A guide to working with external data
- Last Modified:
- 23 May 2019
- User Level:
- Power User
Content management isn't just limited to the content in TERMINALFOUR. You may have databases, XML or CSV files that contain data you would like to publish as content on your site.
Since there's more than one kind of external data, there's more than one way of integrating third-party content in TERMINALFOUR. The purpose of this article is to help you choose the one that works best for you.
Below we'll look at the different options available and list the pros and cons of each but before that let's look at some things you should consider before choosing one:
Before you choose an integration method there are six factors to consider:
Content can come in a variety of formats – whether it's directly from the database or through an interchange format like JSON.
Here are a few examples of formats, with the supported integration methods:
- CSV: External Content Syncer
- Excel: Excel to HTML T4 Tag
- XML (including web services that return XML): Data Object for RSS, or External Content Syncer
- Database: Data Object for Database, or External Content Syncer
- HTTP/https/HTML: Import URL, Web Object, or Packages
- API or Web Service (e.g., JSON): Custom code within the content or Content Layouts
If you need real-time content updates, it's best to use either web services or server-side scripting to interact with the API of the external system or wrap the external application with the website header and footer.

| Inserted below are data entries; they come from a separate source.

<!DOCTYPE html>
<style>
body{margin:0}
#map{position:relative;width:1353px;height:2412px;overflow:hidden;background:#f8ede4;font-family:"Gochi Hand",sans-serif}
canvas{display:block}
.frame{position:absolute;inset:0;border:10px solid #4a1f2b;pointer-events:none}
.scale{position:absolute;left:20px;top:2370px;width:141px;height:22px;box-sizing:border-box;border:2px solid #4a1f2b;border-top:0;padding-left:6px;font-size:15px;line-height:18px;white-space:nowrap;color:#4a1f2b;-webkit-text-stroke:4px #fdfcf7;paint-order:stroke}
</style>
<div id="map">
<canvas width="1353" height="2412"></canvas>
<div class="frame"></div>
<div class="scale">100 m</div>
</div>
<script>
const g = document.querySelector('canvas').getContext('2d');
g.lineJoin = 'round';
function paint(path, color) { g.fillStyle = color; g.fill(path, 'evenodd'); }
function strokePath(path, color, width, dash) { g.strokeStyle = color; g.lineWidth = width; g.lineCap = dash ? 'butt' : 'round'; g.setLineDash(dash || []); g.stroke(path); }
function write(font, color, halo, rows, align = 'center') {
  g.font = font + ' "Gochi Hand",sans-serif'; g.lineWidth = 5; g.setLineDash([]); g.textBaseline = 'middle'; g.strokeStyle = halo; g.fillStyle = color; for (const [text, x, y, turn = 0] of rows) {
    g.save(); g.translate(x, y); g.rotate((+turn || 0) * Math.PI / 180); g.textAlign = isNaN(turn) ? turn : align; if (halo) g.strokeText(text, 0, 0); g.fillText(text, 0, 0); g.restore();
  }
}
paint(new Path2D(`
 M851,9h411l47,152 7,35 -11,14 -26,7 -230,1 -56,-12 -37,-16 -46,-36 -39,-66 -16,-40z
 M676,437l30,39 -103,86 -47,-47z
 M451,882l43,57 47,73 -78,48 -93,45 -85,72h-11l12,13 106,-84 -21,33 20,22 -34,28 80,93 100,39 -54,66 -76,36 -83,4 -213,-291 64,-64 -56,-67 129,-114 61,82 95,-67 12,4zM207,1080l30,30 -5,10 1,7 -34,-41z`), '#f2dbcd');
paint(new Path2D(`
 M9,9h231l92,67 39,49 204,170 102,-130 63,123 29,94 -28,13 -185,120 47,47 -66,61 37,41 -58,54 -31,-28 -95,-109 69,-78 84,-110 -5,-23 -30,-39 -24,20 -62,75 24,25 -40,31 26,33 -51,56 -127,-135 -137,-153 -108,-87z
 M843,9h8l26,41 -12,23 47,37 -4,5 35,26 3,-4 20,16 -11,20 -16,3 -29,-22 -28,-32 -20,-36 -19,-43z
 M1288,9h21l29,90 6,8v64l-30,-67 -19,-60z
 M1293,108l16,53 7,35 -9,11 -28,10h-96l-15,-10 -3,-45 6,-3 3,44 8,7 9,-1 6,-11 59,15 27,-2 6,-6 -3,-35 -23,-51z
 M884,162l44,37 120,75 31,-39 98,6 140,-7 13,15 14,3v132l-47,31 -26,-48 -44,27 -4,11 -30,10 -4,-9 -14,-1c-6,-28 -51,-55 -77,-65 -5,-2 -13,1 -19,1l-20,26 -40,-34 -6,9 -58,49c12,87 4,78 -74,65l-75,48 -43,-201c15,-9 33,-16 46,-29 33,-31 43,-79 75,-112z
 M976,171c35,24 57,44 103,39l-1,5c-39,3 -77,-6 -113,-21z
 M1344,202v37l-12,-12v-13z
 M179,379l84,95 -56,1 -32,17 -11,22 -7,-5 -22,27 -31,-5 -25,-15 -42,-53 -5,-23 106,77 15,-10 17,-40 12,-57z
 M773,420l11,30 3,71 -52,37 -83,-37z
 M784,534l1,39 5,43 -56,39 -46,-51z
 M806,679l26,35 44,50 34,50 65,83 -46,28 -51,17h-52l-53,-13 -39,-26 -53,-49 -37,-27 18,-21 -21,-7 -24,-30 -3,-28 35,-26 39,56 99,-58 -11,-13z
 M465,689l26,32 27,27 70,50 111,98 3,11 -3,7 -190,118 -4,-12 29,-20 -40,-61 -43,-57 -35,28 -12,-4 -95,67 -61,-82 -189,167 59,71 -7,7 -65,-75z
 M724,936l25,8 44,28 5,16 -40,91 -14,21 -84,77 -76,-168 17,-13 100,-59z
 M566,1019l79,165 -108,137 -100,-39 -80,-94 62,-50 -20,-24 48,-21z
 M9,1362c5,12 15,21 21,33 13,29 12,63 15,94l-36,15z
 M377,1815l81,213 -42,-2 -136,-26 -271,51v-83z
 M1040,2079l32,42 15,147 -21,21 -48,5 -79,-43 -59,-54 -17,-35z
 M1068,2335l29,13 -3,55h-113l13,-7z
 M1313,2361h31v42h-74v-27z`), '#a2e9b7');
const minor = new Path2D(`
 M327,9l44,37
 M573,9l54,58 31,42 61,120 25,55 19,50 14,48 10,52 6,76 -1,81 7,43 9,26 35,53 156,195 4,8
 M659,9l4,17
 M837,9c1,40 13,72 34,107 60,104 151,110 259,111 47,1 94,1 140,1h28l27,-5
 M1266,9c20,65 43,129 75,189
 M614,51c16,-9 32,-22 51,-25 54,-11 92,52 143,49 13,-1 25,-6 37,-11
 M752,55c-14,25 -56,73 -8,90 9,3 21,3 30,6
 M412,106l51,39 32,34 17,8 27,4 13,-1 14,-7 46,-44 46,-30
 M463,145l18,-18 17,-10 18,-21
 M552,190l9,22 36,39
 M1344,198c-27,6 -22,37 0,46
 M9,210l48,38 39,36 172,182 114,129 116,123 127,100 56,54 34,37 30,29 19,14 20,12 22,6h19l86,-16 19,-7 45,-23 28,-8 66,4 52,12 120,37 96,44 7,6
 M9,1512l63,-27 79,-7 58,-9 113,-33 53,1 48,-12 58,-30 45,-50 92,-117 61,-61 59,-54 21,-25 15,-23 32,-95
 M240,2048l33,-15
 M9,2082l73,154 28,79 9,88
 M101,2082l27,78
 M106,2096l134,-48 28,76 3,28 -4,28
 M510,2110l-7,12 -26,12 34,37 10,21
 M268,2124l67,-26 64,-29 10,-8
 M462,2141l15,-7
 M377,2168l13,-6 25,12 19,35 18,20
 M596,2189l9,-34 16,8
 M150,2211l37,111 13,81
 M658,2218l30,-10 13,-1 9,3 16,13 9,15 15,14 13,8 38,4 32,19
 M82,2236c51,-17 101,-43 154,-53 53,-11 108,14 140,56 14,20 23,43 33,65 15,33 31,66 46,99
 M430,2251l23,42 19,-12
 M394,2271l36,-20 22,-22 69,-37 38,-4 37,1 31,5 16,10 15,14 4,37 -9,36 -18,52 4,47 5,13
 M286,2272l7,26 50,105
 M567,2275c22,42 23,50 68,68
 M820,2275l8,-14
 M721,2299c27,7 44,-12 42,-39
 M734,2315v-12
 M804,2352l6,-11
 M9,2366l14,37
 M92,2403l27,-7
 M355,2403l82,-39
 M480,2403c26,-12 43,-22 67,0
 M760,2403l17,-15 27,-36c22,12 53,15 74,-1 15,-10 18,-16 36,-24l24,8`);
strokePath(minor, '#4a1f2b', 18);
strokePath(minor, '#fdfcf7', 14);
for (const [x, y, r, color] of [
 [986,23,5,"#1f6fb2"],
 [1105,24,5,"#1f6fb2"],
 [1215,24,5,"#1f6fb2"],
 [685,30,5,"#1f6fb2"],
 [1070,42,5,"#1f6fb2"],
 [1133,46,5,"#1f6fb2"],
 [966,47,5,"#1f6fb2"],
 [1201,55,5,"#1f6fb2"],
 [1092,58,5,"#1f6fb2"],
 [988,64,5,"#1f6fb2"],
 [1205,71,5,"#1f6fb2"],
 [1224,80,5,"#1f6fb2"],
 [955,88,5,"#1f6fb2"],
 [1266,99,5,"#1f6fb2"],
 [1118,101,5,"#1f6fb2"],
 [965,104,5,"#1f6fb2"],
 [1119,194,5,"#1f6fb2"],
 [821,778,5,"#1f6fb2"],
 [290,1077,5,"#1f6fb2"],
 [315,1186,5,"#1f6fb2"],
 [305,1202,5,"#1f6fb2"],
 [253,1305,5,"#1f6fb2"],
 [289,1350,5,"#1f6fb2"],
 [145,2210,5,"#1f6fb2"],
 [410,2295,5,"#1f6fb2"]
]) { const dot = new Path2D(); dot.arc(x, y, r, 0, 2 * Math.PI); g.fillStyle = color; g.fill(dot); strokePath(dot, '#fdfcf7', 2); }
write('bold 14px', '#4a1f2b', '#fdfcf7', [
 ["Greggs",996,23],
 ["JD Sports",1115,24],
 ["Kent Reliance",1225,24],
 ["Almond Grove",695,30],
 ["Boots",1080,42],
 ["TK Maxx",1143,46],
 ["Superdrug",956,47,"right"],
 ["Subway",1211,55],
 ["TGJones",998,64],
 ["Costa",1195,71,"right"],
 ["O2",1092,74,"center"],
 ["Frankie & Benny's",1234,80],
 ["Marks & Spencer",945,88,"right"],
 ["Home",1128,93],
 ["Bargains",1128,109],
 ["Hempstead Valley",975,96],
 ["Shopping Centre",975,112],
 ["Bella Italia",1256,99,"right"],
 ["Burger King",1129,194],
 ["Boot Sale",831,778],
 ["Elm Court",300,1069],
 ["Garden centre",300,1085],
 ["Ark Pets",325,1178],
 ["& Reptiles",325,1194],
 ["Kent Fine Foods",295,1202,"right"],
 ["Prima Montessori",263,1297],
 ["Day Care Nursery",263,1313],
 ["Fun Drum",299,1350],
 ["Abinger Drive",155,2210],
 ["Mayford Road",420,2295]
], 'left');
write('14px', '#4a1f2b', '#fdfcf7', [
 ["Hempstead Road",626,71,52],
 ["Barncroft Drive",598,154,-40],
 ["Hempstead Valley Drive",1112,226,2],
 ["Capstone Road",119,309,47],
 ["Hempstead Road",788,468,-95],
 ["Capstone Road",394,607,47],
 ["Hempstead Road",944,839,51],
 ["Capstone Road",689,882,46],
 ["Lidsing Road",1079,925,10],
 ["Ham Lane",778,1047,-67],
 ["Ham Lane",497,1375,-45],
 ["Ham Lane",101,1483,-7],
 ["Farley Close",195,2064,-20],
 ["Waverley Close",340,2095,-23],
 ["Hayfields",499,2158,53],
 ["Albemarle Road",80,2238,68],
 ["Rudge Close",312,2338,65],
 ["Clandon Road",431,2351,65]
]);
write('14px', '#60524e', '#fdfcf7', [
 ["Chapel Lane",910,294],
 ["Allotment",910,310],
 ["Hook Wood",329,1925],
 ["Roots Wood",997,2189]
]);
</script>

Update content on website publish
If the external content update schedule is similar to, or the same as the website publish schedule, then consider
All of these retrieve the content at the time of publishing and put the content in the published page.
Bear in mind that retrieving large amounts of content at publish can negatively impact publish times. You can configure the Web Object to cache the output and only retrieve updated content less frequently.
Daily or twice daily updates
If the content is only updated once or twice a day, the External Content Syncer can be scheduled to run at specified intervals to update the content within TERMINALFOUR. In this case, the sync interval is independent of the publish schedule.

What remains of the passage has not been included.